= Frikar Dance Company =

Norwegian dance company

FRIKAR dance company (established May 2006 by Hallgrim Hansegård) is a Norwegian dance company for contemporary and traditional dance specializing in the connection between dance and nature.

== History ==
FRIKAR dance company was founded by choreographer Hallgrim Hansegård in 2006, and has toured 29 countries all over the world. The company is described by National Geographic as "wildly inventive" and is composed by 32 artists from 4 continents (India, Iran, Somalia, Brazil, Cape Verde, France, Sweden, Norway.) The artists from very diverse genres meet each other in the research of gravity and human nature.

With a background in Norwegian traditional dance choreographer Hallgrim Hansegård founded FRIKAR dance company to give acrobatic dancers living in Norway a creative environment. Together with the dancers he has been developing a new choreographical style for contemporary dance called "Down2Earth" including Hallingdans Capoeira and break dance. He works in the formats of aerial dance, site specific ecosophical stage arts, indoor dance and interdisciplinary arts.

Hansegård made his international breakthrough with an animation film at the Venice Biennale in 2003 (Tarantrance). In 2005 he won 3rd prize at Superdok. In 2007 he was awarded "Artist of the Year" at The Norwegian Folk Music Awards. In 2009 he won the "Award for best choreography" at the Eurovision Song Contest 2009, among 43 countries in the most seen entertainment TV program in the world.

In 2010 he premiered "Jamsiis" at Bergen International Festival. This was a highly personal contribution to the Nordic contemporary dance scene, based on his roots in traditional dances. Jamsiis opened up a public discussion about the boundaries of contemporary dance in Norway. NRK (the Norwegian Broadcasting) writes:

JAMSIIS, Hallgrim Hansegårds new production, is the most exciting I have seen here. It’s very exciting to see traditional dance in dialogue with contemporary dance. Hansegård is branching out and opening up new territory here. He has come down a path that I think is very important to go. That Hansegård is a dancer with strong will to do his own thing and blessedly uninhibited as far as exceeding boundaries is concerned is something the Norwegian dance community should be happy about… At the same time that he approaches contemporary dance, he opens doors. If he succeeds in making contemporary dance accessible to a wider audience than today’s, the genre of contemporary dance should learn to endure a ‘halling-roundkick’ or two.

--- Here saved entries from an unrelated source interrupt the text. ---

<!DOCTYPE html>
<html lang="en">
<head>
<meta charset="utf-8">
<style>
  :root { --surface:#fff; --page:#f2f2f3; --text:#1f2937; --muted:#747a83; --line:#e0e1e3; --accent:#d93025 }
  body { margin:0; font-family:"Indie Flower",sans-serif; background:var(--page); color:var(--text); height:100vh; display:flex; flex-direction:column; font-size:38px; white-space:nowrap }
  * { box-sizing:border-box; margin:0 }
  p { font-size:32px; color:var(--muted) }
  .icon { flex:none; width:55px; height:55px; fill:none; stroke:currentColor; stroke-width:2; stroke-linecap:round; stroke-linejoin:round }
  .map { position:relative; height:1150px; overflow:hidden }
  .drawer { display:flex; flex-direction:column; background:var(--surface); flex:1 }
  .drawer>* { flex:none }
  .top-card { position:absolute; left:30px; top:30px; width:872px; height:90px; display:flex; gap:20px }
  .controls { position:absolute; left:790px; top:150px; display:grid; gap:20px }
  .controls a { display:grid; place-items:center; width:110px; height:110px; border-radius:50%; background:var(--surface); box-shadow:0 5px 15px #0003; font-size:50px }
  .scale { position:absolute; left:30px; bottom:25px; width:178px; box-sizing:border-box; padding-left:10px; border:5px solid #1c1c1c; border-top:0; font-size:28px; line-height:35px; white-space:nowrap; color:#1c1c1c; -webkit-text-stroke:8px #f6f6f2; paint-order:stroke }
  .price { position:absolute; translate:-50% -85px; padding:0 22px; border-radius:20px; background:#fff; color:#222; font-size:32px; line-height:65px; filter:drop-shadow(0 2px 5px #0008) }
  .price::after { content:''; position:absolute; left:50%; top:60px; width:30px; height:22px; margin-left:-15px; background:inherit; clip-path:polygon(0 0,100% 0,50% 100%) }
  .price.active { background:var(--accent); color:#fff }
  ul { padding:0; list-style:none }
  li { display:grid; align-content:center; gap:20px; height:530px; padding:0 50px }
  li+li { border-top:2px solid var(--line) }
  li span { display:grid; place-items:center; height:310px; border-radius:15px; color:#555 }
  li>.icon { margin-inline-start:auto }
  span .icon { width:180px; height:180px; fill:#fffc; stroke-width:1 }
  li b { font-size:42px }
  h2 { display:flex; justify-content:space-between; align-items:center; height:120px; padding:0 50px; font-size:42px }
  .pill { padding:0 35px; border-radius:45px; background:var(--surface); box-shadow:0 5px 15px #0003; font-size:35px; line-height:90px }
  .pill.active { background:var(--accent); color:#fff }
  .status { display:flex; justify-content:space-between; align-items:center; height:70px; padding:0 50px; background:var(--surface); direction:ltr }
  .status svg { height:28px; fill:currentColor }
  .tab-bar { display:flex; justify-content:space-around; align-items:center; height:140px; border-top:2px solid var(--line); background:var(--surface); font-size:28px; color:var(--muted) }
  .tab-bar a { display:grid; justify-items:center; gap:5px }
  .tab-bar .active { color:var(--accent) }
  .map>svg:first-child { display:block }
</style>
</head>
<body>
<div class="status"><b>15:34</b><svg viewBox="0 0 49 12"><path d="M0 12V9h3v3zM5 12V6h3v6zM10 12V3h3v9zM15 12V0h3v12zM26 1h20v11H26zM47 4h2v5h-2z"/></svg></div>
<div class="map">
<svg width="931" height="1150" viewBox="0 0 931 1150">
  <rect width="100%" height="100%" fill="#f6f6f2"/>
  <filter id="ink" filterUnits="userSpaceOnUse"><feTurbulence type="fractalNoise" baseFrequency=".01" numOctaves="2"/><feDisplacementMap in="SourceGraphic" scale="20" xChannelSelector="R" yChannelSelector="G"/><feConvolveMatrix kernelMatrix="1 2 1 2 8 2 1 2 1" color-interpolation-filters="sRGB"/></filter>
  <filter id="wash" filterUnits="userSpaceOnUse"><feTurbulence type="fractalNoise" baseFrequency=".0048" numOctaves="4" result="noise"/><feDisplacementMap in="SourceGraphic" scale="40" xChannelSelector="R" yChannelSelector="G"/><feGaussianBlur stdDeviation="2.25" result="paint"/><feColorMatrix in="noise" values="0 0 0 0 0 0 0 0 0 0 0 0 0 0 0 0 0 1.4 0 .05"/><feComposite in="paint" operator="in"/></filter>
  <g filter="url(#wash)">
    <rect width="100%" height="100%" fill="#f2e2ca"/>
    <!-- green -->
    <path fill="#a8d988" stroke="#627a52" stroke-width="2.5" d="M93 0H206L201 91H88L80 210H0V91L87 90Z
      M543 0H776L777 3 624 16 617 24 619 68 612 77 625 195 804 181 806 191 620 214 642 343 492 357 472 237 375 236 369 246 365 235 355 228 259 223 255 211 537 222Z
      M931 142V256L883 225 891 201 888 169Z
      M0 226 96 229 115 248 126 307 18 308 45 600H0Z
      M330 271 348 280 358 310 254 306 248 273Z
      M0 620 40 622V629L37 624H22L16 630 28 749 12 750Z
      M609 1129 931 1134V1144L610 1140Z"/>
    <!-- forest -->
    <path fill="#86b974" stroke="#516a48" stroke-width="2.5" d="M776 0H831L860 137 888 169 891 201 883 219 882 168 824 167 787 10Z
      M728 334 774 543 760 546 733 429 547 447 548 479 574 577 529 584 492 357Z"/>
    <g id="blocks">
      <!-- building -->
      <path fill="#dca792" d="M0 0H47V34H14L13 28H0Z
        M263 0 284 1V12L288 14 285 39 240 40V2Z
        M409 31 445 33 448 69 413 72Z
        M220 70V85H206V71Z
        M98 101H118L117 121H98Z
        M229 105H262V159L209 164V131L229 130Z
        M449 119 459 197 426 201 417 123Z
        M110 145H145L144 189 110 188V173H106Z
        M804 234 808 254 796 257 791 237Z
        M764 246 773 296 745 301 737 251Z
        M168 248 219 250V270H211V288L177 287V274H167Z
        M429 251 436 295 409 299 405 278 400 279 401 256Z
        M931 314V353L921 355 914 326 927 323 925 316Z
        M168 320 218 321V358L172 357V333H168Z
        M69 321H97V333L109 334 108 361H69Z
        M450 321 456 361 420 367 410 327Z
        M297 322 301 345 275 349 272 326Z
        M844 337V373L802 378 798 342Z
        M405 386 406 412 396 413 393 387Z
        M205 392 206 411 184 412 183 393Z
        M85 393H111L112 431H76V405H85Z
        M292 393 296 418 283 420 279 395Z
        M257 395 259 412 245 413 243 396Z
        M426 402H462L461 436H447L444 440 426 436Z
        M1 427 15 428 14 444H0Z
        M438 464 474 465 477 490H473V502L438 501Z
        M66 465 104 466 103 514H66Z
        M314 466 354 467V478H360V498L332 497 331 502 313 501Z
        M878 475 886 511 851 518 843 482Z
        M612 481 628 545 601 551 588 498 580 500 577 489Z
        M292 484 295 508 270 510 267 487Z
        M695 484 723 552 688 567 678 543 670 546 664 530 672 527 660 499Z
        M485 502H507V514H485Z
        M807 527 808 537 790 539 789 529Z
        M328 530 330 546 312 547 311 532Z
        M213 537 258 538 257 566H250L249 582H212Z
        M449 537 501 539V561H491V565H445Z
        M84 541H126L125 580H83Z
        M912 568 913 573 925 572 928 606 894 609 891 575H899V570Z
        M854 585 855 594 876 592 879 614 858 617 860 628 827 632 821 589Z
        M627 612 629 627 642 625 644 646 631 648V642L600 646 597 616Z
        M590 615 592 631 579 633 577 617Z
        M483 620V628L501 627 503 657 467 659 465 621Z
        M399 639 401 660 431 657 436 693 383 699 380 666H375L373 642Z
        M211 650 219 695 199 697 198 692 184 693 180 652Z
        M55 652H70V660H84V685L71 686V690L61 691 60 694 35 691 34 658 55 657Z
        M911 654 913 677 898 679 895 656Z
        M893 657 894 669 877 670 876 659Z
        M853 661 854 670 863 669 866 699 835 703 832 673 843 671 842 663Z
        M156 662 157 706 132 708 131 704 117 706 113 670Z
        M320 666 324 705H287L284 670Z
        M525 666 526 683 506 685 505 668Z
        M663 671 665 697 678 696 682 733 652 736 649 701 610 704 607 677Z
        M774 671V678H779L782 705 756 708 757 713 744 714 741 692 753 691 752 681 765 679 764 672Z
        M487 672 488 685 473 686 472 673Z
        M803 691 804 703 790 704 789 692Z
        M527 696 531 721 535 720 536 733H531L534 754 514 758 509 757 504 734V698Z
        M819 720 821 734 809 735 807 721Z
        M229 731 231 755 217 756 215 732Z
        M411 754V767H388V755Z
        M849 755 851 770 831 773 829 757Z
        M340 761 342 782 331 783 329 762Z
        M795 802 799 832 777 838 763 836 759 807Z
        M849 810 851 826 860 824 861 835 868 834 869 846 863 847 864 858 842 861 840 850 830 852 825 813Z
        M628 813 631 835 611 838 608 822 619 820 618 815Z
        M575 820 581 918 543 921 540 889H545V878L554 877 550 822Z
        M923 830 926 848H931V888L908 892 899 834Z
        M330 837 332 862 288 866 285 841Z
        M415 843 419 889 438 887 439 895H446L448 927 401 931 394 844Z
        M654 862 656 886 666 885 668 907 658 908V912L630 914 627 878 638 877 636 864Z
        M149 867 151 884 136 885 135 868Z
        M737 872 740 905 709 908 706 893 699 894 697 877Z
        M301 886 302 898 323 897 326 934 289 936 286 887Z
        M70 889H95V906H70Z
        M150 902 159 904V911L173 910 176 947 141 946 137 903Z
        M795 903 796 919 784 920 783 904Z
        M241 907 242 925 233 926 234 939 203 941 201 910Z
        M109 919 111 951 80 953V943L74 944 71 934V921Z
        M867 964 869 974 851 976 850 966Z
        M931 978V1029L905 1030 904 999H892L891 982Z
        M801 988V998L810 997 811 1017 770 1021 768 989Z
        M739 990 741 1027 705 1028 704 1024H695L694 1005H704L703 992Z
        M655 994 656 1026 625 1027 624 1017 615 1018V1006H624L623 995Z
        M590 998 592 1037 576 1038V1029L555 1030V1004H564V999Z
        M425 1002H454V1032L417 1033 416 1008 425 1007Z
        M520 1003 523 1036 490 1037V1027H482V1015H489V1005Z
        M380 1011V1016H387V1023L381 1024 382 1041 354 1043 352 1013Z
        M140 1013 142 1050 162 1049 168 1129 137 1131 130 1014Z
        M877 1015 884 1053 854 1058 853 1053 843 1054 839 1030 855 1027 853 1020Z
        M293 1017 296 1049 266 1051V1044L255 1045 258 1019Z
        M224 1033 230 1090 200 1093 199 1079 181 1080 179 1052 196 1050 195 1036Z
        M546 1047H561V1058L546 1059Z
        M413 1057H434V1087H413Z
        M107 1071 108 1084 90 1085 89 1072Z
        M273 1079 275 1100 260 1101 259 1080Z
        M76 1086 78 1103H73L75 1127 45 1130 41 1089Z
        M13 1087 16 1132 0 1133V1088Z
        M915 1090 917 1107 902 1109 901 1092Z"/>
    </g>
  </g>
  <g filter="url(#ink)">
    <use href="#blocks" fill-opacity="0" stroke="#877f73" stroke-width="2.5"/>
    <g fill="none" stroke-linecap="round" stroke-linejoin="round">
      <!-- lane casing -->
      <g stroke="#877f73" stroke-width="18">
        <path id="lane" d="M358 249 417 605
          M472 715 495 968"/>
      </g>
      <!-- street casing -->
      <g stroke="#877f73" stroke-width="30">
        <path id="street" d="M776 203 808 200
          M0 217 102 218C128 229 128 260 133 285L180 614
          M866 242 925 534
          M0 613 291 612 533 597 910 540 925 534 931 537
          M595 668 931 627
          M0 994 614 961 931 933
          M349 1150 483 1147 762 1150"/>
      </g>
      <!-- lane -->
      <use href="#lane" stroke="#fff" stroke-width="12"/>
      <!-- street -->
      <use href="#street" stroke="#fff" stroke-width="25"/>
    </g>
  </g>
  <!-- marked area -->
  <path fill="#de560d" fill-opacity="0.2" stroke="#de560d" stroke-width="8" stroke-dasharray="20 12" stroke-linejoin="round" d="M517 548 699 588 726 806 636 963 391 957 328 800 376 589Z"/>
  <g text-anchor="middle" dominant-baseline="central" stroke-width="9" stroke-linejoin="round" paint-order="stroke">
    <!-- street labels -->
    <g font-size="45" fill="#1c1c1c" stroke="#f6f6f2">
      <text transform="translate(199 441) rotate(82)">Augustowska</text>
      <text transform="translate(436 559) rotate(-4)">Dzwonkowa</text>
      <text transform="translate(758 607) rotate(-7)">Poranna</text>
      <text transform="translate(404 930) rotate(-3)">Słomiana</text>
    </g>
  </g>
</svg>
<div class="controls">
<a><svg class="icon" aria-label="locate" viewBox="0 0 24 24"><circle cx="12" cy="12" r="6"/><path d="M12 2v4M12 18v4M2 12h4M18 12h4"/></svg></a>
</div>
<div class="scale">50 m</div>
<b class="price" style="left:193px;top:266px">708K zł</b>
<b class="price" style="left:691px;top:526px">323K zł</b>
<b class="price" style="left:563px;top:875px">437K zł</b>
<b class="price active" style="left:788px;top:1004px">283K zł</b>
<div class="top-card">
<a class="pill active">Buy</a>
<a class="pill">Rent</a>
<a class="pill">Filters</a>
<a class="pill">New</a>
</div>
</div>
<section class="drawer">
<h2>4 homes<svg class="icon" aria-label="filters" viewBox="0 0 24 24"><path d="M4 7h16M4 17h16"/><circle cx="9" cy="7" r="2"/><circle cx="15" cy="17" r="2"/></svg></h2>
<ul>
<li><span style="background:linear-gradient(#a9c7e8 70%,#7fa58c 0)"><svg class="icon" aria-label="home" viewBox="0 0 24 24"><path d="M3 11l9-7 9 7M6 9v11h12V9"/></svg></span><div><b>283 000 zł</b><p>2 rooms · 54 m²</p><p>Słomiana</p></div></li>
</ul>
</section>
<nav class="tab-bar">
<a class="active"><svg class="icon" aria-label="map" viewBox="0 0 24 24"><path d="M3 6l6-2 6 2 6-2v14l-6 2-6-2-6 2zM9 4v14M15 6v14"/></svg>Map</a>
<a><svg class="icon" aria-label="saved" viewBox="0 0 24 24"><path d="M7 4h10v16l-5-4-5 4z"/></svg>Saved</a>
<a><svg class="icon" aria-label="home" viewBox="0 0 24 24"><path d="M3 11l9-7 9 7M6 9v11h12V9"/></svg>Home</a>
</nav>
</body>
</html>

In 2009 Hansegård directed TidarÅ, an outdoor full night dance performance under a waterfall with 22 dancers and musicians from FRIKAR dance company. The production collected contemporary and traditional dancers in a research for a unique contemporary dance technique. "Tidarå" is part of FRIKARs ecosophical productions. Hansegård directed also Yr in 2009 together with violin virtuoso Ragnhild Hemsing, premiere at the Bergen International Festival.

In 2008 FRIKAR was censored by the Roman Catholic Church in Naples for his non-conventional interpretation of Peer Gynt. In the years 2005 to 2007 Hansegård directed "Undergrunnsfargo", "Isolations", "Laus", "Kruk", "The snuff grinders" and "Bastard".

He also participated in Dansefeber, the Norwegian version of So You Think You Can Dance, in 2006. In 2008, his dancing was digitalized for the massively multiplayer online role-playing game (MMORPG) Age of Conan: Hyborian Adventures.

== Choreographies / productions ==
- "AP" (2010)
- "JAMSIIS" (2010)
- "Wall dance" (2010)
- "TidarÅ" (2009)
- "YR" (2009)
- "Fairytale" (2009)
- "Mjølk" (2009"
- "Bukkerittet" (2008)
- "THE SNUFF GRINDERS" (2007)
- "KRUK!" (2007)
- "Bastard" (2007)
- "LAUS" (2006)

== TV appearances ==
The whole company made it to the finals in Norway's Got Talent in 2008. Frikar performed with winner Alexander Rybak at the Eurovision Song Contest 2009 (ESC) performing "Fairytale". The routine, based on traditional halling and choreographed by Hallgrim Hansegård, was awarded the Best Choreography of Eurovision 2009 by esctoday.com. In 2009 Frikar performed 150 times, including its outdoor big scale production TidarÅ, concerts with the Oslo Philharmonic Orchestra, the premiere "YR" at Bergen International Art Festival. They toured 20 European countries with live performances and TV shows. FRIKAR was censored by the Catholic Church on their 2008 Italy tour for an unromanticized interpretation of Peer Gynt. Frikar also won the "Norway's got talent" competition in 2008.